Assigned task ▸
Select all lines holding the word "улица" from the entries that follow.

:::

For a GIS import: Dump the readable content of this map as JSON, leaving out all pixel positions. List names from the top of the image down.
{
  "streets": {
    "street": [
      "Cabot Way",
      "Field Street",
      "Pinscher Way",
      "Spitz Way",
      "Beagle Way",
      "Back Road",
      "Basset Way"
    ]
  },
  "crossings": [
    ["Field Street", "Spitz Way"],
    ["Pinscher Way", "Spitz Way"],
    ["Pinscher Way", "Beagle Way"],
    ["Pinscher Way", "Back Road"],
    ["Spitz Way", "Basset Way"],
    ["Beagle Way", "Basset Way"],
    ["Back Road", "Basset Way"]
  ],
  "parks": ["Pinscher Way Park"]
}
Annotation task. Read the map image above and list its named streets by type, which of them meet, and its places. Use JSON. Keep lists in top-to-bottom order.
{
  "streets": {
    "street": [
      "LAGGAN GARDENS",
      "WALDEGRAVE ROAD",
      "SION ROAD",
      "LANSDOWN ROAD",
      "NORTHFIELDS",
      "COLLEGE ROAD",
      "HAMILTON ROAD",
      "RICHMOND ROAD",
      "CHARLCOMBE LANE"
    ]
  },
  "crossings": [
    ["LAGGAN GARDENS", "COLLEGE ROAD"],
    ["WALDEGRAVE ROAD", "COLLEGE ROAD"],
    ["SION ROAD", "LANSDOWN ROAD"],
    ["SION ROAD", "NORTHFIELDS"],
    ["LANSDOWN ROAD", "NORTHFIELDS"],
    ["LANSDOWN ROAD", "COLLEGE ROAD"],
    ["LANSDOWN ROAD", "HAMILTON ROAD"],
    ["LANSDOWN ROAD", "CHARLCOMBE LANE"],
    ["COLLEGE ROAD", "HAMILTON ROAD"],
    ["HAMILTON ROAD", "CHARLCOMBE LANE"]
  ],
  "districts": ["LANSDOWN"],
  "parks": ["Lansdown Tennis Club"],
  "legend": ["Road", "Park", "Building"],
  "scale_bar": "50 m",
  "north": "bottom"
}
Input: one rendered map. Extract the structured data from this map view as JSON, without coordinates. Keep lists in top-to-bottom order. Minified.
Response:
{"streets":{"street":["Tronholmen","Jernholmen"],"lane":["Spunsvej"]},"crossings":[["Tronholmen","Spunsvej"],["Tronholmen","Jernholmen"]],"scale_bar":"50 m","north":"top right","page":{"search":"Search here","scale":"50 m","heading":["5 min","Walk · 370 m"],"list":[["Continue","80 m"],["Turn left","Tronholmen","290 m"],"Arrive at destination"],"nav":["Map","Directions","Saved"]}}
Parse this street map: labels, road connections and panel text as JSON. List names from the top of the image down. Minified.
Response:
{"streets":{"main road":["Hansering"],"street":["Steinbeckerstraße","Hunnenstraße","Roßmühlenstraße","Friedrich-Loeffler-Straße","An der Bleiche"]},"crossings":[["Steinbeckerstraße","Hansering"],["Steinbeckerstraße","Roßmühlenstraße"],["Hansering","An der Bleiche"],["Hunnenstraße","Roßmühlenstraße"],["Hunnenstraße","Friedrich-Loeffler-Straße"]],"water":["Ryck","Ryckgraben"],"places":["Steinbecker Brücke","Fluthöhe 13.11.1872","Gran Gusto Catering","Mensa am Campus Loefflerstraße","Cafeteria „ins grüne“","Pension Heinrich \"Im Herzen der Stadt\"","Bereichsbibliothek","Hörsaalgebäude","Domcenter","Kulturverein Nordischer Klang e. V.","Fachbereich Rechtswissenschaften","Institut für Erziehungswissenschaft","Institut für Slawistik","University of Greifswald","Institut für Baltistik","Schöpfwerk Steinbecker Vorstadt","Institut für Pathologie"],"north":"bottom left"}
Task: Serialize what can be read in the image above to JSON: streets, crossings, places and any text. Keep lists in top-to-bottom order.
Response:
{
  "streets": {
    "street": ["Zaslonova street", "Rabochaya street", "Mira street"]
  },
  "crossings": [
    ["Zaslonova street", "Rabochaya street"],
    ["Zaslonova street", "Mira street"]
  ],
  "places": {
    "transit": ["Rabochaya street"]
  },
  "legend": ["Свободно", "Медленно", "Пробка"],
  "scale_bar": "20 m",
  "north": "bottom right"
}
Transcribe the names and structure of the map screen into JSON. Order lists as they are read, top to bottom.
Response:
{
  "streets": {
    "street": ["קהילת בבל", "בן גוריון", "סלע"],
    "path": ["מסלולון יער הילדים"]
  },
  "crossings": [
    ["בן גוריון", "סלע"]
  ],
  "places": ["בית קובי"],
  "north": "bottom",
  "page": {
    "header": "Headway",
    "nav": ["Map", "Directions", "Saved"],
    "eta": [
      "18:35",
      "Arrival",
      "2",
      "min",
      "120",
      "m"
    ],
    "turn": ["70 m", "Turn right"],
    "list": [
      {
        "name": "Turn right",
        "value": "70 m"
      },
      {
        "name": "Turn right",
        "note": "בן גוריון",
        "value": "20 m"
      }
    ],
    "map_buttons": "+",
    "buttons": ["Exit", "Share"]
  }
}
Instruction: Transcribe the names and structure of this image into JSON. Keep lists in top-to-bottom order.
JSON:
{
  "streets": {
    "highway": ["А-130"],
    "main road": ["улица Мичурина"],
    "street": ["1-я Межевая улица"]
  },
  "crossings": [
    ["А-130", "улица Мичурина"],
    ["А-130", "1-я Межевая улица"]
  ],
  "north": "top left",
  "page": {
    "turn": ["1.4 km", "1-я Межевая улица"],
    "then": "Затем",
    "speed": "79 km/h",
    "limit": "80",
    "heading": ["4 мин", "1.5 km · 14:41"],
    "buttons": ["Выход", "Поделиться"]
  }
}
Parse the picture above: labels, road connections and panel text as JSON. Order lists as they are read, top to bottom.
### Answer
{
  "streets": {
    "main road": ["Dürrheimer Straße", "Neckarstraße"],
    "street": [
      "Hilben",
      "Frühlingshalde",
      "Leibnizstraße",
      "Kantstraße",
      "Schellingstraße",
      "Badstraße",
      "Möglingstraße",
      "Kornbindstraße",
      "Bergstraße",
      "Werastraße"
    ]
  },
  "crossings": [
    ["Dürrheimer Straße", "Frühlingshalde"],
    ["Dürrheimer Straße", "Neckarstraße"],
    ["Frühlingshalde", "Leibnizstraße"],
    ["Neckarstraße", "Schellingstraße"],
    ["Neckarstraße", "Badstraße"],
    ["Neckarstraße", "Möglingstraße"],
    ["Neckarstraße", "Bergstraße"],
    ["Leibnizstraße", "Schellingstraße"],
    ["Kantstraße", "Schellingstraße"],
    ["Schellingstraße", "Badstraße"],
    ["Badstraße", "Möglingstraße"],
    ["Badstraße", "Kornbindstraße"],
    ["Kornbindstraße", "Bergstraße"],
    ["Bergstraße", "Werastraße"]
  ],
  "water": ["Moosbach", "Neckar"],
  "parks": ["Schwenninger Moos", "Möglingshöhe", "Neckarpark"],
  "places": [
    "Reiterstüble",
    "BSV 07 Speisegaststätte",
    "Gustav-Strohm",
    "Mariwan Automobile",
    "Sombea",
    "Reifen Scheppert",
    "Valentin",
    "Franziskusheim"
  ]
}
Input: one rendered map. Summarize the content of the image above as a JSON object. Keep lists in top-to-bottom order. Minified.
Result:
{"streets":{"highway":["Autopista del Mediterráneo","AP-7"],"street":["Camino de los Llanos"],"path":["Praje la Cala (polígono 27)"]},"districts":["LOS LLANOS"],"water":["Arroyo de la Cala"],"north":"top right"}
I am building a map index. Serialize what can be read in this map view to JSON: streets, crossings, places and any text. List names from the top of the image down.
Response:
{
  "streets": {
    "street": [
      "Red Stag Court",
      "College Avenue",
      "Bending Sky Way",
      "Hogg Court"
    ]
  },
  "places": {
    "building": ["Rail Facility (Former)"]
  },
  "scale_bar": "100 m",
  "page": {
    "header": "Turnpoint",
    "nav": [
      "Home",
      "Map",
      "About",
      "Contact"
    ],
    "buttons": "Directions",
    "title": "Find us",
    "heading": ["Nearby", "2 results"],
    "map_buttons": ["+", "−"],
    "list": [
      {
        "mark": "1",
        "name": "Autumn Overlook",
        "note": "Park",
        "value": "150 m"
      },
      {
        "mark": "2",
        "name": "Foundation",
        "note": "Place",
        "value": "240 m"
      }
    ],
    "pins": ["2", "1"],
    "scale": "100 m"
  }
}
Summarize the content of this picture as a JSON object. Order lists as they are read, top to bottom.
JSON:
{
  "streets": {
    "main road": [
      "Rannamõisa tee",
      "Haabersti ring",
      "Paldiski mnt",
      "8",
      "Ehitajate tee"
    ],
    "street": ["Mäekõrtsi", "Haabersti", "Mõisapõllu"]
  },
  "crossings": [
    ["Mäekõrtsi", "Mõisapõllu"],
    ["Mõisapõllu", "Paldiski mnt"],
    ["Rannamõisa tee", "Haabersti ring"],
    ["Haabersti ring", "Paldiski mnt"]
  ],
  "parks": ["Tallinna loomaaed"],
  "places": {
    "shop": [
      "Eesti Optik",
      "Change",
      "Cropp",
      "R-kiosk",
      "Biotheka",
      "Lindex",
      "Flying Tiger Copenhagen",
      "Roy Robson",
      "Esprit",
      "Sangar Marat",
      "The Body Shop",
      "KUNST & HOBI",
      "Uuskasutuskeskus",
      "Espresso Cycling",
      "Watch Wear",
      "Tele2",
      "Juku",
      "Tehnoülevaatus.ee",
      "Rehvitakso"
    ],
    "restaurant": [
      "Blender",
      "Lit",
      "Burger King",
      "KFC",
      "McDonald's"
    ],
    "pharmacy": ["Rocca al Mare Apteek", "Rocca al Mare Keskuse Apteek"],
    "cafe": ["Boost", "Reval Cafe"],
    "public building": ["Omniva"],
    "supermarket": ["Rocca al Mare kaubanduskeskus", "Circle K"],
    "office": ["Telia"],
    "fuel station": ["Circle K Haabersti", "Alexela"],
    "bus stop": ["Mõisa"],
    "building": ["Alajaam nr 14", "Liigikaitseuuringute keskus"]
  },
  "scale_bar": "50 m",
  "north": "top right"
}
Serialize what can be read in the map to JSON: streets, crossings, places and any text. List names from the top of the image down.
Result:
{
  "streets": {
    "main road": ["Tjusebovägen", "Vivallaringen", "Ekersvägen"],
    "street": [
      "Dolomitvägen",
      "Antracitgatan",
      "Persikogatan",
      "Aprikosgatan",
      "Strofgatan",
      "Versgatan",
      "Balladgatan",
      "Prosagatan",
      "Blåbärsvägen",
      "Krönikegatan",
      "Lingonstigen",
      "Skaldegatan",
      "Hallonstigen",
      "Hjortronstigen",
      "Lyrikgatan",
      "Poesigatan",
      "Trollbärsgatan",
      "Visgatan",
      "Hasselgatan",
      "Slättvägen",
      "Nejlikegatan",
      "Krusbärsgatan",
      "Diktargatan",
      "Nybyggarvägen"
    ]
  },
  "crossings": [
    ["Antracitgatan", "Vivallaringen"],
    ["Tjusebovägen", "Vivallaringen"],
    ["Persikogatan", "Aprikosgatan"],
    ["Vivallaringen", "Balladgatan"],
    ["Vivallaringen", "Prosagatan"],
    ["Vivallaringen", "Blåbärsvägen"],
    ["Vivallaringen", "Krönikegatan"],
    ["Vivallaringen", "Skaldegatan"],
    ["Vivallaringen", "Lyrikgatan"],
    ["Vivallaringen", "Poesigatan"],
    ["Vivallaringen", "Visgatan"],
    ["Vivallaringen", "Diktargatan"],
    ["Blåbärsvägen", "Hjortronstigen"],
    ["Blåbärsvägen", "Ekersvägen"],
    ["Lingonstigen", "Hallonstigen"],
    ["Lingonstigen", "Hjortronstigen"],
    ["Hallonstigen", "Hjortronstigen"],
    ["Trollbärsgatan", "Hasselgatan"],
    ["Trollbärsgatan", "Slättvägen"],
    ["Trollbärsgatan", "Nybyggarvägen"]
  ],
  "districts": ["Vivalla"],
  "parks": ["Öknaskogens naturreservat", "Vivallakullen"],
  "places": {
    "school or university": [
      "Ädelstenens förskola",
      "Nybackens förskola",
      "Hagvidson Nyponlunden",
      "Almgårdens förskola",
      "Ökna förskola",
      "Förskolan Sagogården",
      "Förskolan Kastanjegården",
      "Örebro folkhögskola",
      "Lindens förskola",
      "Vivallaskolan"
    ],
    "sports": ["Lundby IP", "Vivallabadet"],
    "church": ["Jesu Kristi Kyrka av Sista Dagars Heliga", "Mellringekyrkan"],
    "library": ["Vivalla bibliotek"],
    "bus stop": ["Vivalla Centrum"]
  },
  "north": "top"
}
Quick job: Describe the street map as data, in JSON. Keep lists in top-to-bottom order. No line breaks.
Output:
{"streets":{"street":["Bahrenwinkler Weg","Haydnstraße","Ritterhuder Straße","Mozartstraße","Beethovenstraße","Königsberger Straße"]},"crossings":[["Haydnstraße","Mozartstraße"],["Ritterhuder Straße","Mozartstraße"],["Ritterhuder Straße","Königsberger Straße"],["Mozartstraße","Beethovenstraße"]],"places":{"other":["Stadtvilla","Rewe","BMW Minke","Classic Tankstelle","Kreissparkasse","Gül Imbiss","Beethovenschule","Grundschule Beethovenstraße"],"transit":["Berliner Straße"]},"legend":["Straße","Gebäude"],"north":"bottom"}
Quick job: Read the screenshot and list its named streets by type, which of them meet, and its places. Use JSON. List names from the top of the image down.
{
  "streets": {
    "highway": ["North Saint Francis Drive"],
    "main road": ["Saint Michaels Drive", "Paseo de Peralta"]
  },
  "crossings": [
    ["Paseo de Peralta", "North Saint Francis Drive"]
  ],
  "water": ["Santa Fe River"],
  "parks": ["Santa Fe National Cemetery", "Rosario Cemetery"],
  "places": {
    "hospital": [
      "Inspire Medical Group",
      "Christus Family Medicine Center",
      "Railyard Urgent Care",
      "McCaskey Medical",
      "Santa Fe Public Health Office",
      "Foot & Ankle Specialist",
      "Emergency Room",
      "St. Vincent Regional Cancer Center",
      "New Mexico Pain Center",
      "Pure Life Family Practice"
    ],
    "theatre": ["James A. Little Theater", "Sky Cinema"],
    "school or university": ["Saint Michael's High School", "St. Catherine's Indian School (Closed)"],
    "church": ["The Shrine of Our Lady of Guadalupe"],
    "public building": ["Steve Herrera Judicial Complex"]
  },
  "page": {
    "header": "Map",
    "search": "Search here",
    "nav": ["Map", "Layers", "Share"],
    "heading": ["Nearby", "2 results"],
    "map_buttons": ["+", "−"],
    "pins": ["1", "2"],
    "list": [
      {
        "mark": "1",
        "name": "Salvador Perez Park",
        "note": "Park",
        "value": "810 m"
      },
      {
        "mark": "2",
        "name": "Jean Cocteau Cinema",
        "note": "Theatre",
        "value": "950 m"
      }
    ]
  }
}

:::

Answer box ▸
    "main road": ["улица Мичурина"],
    "street": ["1-я Межевая улица"]
    ["А-130", "улица Мичурина"],
    ["А-130", "1-я Межевая улица"]
    "turn": ["1.4 km", "1-я Межевая улица"],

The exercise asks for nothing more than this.